The All-India Household Consumer Expenditure Survey, usually conducted by the National Statistical Office (NSO) every five years, is set to resume this year after a prolonged break.
What is ‘Consumer Expenditure Survey’?
- The CES is traditionally a quinquennial (recurring every five years) survey conducted by the government’s National Statistical Office (NSO).
- It is designed to collect information on the consumption spending patterns of households across the country, both urban and rural.
- The data gathered in this exercise reveals the average expenditure on goods (food and non-food) and services.
- It helps generate estimates of household Monthly Per Capita Consumer Expenditure (MPCE) as well as the distribution of households and persons over the MPCE classes.
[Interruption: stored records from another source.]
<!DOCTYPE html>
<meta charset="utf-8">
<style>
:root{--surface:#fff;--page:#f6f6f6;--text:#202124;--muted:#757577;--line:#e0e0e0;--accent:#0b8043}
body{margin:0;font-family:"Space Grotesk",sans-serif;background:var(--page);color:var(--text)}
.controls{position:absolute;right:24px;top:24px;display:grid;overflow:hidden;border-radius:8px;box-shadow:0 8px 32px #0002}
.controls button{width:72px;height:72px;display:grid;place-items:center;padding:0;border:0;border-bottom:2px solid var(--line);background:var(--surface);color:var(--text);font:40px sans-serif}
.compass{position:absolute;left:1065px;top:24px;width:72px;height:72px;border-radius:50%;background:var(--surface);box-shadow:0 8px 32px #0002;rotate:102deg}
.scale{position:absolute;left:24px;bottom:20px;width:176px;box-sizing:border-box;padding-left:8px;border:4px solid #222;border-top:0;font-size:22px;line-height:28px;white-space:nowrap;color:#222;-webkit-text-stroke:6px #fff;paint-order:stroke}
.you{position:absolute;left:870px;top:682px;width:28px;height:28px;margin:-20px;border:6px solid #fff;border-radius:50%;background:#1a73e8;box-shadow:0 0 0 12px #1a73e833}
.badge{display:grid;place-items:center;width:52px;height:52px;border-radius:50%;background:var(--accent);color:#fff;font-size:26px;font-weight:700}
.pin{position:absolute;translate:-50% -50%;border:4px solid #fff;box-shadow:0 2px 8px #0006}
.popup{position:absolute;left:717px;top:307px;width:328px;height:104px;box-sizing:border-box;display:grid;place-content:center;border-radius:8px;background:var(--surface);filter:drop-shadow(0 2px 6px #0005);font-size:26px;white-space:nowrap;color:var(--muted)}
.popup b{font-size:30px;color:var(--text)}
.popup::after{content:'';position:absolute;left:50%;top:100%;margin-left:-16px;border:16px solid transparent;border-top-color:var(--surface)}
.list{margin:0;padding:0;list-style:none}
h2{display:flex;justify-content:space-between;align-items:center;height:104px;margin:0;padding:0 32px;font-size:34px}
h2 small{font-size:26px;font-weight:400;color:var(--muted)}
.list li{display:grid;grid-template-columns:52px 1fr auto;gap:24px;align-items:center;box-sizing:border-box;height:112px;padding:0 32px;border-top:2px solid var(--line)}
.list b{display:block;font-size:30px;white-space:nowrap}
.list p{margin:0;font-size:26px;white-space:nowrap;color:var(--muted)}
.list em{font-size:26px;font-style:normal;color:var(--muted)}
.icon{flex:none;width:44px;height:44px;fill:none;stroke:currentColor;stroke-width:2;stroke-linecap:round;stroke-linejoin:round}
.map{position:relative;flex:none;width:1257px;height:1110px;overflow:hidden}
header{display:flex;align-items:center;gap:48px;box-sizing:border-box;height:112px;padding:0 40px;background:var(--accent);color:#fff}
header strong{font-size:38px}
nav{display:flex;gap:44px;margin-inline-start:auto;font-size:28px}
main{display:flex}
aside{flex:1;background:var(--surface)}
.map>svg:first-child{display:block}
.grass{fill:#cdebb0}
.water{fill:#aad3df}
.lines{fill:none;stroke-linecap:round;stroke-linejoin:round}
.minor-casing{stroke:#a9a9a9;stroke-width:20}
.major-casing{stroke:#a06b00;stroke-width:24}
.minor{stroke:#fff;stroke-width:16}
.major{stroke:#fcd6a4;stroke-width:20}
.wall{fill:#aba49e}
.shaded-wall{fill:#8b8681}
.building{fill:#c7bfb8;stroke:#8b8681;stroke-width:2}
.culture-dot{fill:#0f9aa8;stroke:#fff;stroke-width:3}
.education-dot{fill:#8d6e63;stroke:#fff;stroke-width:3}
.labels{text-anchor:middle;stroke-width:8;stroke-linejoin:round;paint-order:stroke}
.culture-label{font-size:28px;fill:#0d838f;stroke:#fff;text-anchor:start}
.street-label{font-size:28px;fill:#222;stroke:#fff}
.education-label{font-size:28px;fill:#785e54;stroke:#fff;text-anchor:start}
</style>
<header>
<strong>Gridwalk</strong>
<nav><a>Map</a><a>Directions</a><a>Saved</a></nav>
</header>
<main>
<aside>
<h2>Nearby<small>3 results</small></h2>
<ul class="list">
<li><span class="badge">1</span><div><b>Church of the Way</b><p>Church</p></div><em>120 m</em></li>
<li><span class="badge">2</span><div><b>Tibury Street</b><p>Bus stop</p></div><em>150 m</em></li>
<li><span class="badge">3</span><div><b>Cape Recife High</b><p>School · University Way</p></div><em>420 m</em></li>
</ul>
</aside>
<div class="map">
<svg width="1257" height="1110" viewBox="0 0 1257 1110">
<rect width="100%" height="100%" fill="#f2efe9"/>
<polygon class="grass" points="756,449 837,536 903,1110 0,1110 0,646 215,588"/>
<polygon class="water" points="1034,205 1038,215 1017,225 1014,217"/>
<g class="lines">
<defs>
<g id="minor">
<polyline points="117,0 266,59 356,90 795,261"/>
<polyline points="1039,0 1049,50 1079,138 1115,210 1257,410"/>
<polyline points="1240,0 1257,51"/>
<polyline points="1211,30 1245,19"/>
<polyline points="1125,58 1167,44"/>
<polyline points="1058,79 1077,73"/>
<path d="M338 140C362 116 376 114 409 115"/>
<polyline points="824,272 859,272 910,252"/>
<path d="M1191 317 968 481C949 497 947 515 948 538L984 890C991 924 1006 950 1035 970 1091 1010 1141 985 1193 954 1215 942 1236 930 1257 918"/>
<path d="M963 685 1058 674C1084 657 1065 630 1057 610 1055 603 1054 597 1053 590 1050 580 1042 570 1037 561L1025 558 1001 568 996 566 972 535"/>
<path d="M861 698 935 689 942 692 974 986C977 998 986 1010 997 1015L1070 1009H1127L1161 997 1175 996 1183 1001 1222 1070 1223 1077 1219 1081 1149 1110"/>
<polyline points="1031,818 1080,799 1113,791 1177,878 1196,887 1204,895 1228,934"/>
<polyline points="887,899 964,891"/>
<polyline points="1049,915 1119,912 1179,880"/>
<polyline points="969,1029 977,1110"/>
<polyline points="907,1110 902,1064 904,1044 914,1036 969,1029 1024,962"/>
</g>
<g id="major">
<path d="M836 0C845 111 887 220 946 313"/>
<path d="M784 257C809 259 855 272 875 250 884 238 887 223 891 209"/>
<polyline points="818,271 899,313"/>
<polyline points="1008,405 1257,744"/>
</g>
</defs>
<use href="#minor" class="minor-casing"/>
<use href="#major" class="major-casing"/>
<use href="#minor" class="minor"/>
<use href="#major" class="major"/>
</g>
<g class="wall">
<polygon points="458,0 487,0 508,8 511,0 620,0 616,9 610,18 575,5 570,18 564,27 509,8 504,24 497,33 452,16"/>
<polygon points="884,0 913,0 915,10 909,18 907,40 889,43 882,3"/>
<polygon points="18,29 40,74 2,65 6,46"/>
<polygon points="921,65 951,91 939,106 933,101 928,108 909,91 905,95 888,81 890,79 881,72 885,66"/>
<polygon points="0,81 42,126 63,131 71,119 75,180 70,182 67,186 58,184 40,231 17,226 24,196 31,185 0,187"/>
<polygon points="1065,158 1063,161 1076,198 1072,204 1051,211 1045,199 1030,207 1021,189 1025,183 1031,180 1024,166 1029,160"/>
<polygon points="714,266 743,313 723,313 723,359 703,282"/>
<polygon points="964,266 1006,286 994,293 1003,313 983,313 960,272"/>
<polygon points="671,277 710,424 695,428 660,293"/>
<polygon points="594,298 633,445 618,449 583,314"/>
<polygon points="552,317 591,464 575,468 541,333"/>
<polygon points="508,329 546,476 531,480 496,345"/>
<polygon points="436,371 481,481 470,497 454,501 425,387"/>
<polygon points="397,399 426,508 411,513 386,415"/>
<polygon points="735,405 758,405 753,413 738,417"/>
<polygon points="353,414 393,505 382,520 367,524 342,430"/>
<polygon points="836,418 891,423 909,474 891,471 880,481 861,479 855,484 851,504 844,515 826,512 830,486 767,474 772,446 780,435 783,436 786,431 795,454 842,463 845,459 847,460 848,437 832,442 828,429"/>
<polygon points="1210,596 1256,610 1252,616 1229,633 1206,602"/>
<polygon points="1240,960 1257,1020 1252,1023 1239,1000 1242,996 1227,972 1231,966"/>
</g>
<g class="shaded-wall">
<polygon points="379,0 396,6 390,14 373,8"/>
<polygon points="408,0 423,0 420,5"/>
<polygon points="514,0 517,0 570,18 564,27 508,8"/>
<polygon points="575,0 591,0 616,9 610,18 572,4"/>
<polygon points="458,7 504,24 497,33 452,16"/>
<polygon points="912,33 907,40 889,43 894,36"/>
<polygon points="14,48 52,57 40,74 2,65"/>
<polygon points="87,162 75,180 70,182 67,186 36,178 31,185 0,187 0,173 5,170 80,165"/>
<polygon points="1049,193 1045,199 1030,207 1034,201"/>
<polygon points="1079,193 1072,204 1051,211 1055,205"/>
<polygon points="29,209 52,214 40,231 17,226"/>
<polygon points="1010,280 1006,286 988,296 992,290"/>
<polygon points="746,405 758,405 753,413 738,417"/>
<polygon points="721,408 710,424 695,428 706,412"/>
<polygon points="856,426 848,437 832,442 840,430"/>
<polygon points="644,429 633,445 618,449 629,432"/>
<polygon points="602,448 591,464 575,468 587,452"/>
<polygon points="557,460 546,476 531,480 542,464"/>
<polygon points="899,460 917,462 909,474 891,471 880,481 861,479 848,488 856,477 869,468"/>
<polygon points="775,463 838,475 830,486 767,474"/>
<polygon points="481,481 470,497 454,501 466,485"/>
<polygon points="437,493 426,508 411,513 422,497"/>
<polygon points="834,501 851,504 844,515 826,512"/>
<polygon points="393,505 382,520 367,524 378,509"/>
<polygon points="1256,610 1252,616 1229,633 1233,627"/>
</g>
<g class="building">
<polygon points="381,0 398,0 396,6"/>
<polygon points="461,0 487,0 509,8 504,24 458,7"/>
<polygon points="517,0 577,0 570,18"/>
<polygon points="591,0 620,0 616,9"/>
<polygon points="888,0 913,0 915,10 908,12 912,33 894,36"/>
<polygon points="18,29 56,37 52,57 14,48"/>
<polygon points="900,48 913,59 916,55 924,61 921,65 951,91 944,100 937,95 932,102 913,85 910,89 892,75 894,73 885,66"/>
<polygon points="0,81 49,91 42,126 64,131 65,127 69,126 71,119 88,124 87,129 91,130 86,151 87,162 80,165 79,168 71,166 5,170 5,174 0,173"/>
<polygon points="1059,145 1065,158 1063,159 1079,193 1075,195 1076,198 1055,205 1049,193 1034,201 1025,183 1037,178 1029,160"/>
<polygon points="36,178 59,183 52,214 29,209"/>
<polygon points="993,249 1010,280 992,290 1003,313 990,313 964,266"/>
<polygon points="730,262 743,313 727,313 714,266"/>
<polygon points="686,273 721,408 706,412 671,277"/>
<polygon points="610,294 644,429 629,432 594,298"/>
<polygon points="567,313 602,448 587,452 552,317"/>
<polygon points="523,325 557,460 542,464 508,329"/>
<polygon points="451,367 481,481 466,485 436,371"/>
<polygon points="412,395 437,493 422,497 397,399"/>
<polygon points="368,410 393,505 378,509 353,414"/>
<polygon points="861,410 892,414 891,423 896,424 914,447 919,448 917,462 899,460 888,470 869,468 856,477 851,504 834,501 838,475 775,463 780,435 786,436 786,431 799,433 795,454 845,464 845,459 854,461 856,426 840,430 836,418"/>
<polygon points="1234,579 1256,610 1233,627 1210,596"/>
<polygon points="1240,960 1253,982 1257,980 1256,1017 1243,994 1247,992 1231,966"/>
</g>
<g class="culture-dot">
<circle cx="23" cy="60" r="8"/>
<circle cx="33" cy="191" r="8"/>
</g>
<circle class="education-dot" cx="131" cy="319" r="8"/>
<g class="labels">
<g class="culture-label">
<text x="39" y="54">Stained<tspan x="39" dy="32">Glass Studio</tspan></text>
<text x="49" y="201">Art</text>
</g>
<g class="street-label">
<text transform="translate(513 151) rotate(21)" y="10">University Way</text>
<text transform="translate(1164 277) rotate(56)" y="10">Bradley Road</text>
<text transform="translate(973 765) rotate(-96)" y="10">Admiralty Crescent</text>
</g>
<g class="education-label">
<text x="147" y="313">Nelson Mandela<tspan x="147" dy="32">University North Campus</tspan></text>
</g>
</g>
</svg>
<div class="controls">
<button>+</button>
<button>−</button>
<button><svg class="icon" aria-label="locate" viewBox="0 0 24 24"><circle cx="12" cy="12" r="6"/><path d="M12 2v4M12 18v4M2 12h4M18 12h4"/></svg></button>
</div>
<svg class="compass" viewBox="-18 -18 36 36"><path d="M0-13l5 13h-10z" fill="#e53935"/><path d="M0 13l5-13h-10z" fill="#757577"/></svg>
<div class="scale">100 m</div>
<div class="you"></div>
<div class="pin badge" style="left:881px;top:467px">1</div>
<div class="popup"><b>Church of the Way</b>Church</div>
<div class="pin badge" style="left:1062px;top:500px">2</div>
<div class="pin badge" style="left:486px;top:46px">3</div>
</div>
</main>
- Typically, the Survey is conducted between July and June and this year’s exercise is expected to be completed by June 2023.
- Estimates of household monthly per capita consumer expenditure (MPCE) and the distribution of households and persons over different MPCE classes, based on the Survey, may only become available about a year after the field work is completed.
- The results will include separate data sets for rural and urban parts, and also splice spending patterns for each State and Union Territory, as well as different socio-economic groups.
- Fresh one-off surveys on consumer expenditure and employment and unemployment were commissioned over 2011-12 after the usually scheduled Surveys conducted in 2009-10 had coincided with a worldwide slowdown following the 2008 global financial crisis and a drought year in India.
- India has not had any official estimates on per capita household spending, used to arrive at estimates of poverty levels in different parts of the country and to review economic indicators such as the Gross Domestic Product (GDP), since 2011-12.
- The government had junked the findings of the last Survey, conducted in 2017-18, citing “data quality” issues.
- The Survey could not be launched in the past two years due to the pandemic.
Why the government is resuming the survey?
- Since 2011-12, India hasn’t had any official estimates on per capita household spending, used to arrive at estimates of poverty levels in different parts of the country and to review economic indicators like the Gross Domestic Product (GDP), the estimates of monthly per capita consumption spending etc.
- India is obliged to follow good practices in four areas in disseminating macroeconomic statistics to the public. These comprise: Coverage, periodicity, and timeliness of data; public access to those data; data integrity; and data quality. India is a subscriber to the IMF’s Special Data Dissemination Standard which requires India to follow these obligations. The IMF’s ‘Annual Observance Report’ for 2018 had flagged concerns about India’s delays in releasing economic data.